This seems a tried and tested formula. Spout loads of trite clliches and some half-truths, and end it up by uttering some wild non sequitur that has nothing to do with what went before, and there you are: You've proved some deep knowledge thus far unknown, or at least unproven, to man.

Thus here.

No, "You never die" does not follow from anything said here.

"You" are your sense of self. No matter how many times people repeat tangential cliches about connectedness, the fact remains that "you" is one's small sense of self, that encapsulates one's individual body-mind complex, and that inevitably dies when that body-mind gives way. And that's all there is to it.


Sure, whether or not that small individuated self can be "expanded" to arrive at a larger sense of self, and whether doing that, if at all it can be consciously done, is something beneficient, that's a fascinating discussion, but a different discussion. Conceivably such a measure --- if at all it is actually doable, and provided doing it turns out, in sum, to be beneficient --- might offer a way out of cessation of one's small individuated sense of self. Let's not conflate these two discussions, the one about an expanded self and therefore a possible workaround to death and the one about general inter-connectedness, as some of these "wise men" seem to do all the time, deliberately or otherwise.

"We need to realize that the real self is not just the conscious ego."

We do need to realize that, but listening to the pronouncements of wise men who base their words on some alleged intuitive understanding is not how one should be going around doing it. How to do it is to base one's understanding on real science.

It's like this. You've got a real-life whodunnit going, in the form of newspaper and TV reports, et cetera. You've got a thousand people coming out with a thousand random "answers". Entirely by happenstance it is entirely possible that one or two of those thousands might hit on the real answer. So those people, or their acolytes, start crowing, saying, "See, this wise man (which is me, or maybe someone I've come to admire) had been saying all along that it is the next-door neighbor who'd basically bludgeoned that woman to death."

Well, no, but bull shit. Those random unsupported pronouncements don't mean squat. If you can make a pronouncement, and back it up with solid reasons, then sure, go for it. But otherwise, it means nothing.

Thus with these wise words about "no self" or whatever.

It is science that is telling that our sense of self is a chimera. And the only reason we're listening, is because it is science that is proving it to us. Some random wise man latching in to that scientific conclusion and lacing it with woo-ridden nonsense, or some random ancient culture that said lots of random nonsensical things that also happened, entirely by happenstance, to also include one or two items of truth, that means nothing at all.

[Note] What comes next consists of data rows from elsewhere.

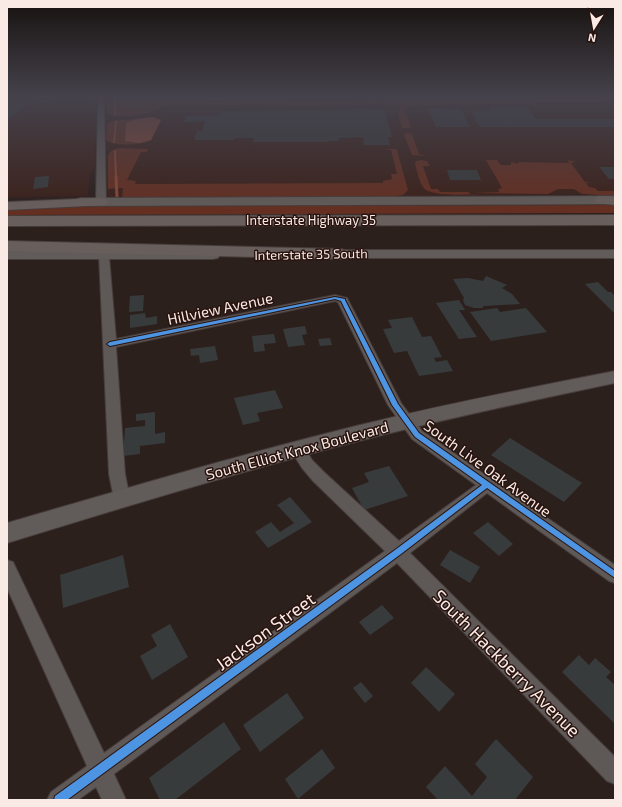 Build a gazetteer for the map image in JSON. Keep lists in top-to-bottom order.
{
  "streets": {
    "highway": ["Interstate Highway 35"],
    "main road": ["Interstate 35 South", "South Elliot Knox Boulevard"],
    "street": [
      "Hillview Avenue",
      "South Live Oak Avenue",
      "Jackson Street",
      "South Hackberry Avenue"
    ]
  },
  "crossings": [
    ["Hillview Avenue", "South Live Oak Avenue"],
    ["South Elliot Knox Boulevard", "South Live Oak Avenue"],
    ["South Elliot Knox Boulevard", "South Hackberry Avenue"],
    ["South Live Oak Avenue", "Jackson Street"],
    ["Jackson Street", "South Hackberry Avenue"]
  ],
  "north": "bottom"
}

Let's just stick to the science and the scientific. Let's not get seduced by woo, and the wise-sounding peddlers of woo.

I think, therefore, I am not.
I feel, therefore, I am not.
I speak, therefore I am not.
I act, therefore, I am not.
I have sensations constantly,
Therefore, I am not.
"I' remains when all falls away and disappears.

This "I" that has been dropped into the many levels of matter and mind is really a mystery. I believe it is the only mystery worth pursuing. All other knowledge will end; all forms (including our own body and brain) will end. Even western science admits to dissolution of galaxies, etc. Eastern wisdom states that the whole MANIFEST CREATION will undergo dissolution - POOF! GONE!

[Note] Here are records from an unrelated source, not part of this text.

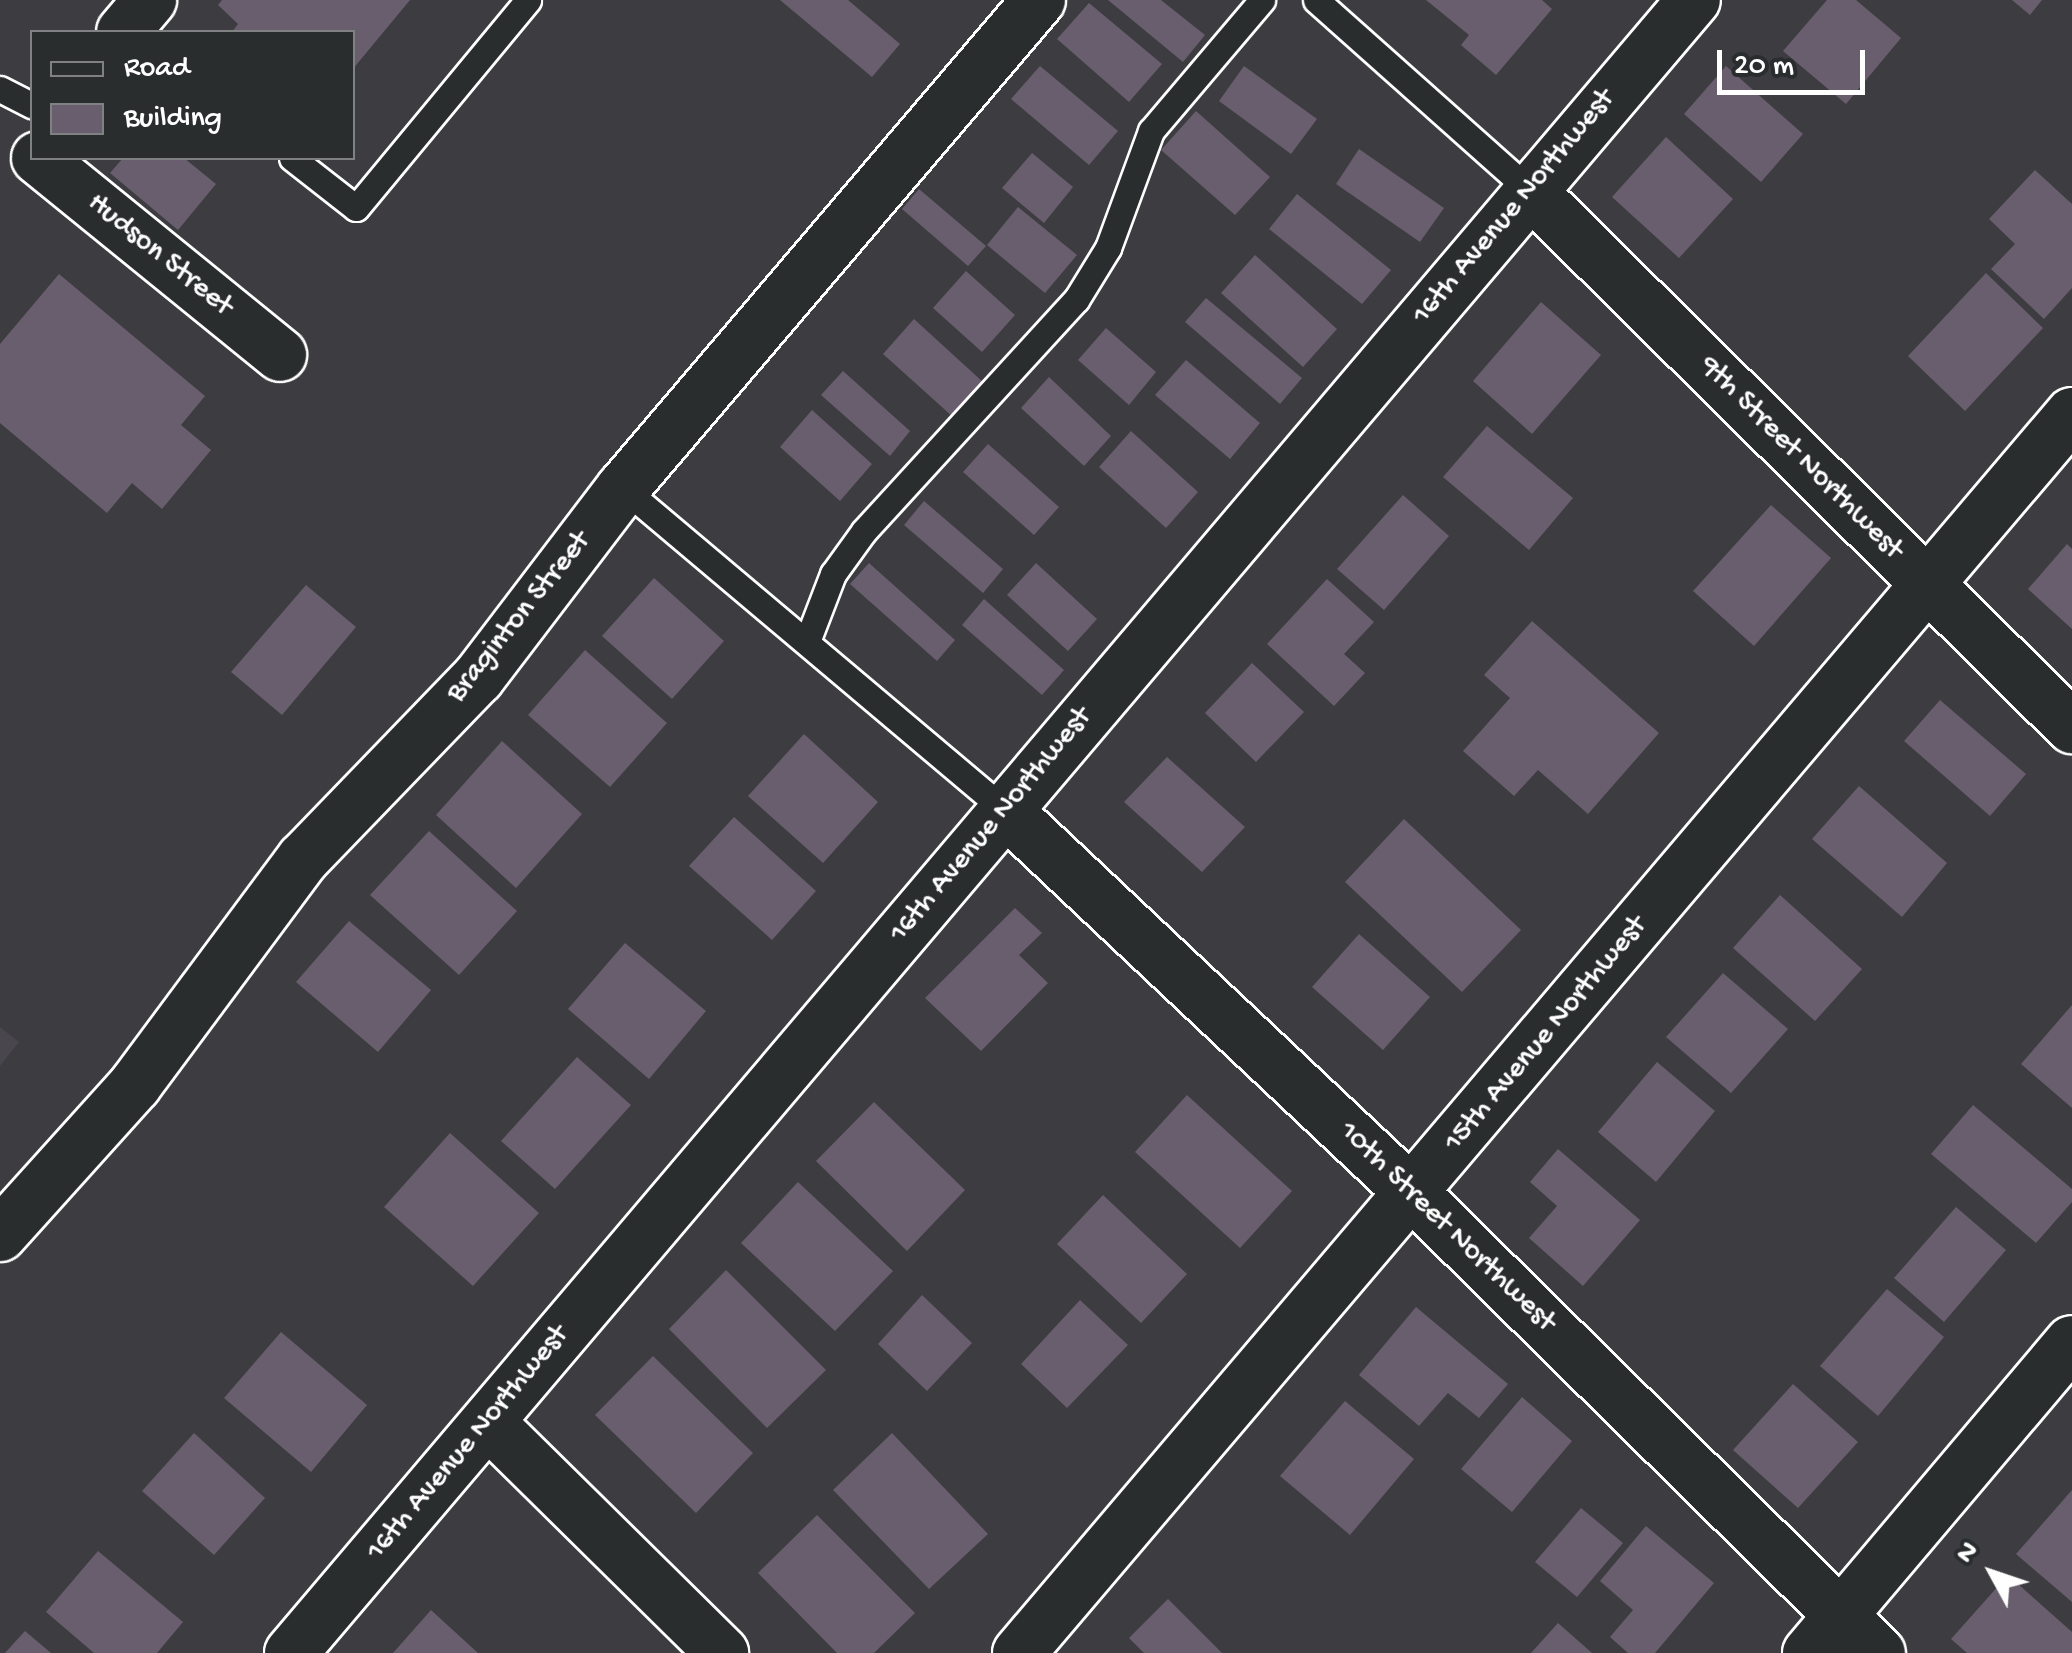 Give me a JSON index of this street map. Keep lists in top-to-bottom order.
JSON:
{
  "streets": {
    "street": [
      "16th Avenue Northwest",
      "Hudson Street",
      "9th Street Northwest",
      "Braginton Street",
      "15th Avenue Northwest",
      "10th Street Northwest"
    ]
  },
  "crossings": [
    ["16th Avenue Northwest", "9th Street Northwest"],
    ["16th Avenue Northwest", "10th Street Northwest"],
    ["9th Street Northwest", "15th Avenue Northwest"],
    ["15th Avenue Northwest", "10th Street Northwest"]
  ],
  "legend": ["Road", "Building"],
  "scale_bar": "20 m",
  "north": "top left"
}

And will again be recreated...anew...and in the fullness of time, be destroyed.

But I believe this "I" is immortal. Even Krishna said the Self cannot be harmed, killed or modified in any way. The "I" is subject to countless experiences within the covers of mind and matter, in countless life forms, according to Eastern wisdom.

What purpose could possibly come from this saga of experiences? The answer lies in the intensity of one's inward search.

For what reason does a baby move into adulthood? As above, so below.

“This talk focuses on the fascinating subject of who the "I" is. Most of us believe that this refers to someone inside our head that we consider to be Me. But Watts disagrees, viewing us as basically being the same as the cosmos”

Yes, it’s surprising that in spite of all the studies and evidence showing the role of the brain in producing our mental states, people still cling to the myth that we posses a separate ‘I’, a separate ‘me’ or self. Maybe this is because the myth has religious origins (an overriding soul etc.) but also our everyday common sense is of having an ‘I’, a ‘me’ or ‘self’ etc. which does feel like an autonomous, distinct somebody, separate from everything and everybody else.

Of course, there is also and always the fear of death, of annihilation and to desire the continuation of ‘me’ is very natural. Some would maintain, that realising the ‘self’ to be a mental construct places the body/brain organism back into the environment as an interrelated and unified aspect of the whole – or the same as the cosmos as Watts states.

A little honest self-study shows the mind as being an ad hoc accumulation of information gathered since birth through the senses and ‘stored’ throughout the brain – retrieved via memory as thought. Realising this, it’s not difficult to see that from this store of information (gender, name, nationality, social position, religion and so on) it is easily assumed that this collection of data is ‘me’, is my ‘self’.

Although having a sense of self is necessary and valuable for our survival, it is philosophically and scientifically appropriate to investigate and study the mental constructs of self, memory, and consciousness to further the treatment of various illnesses.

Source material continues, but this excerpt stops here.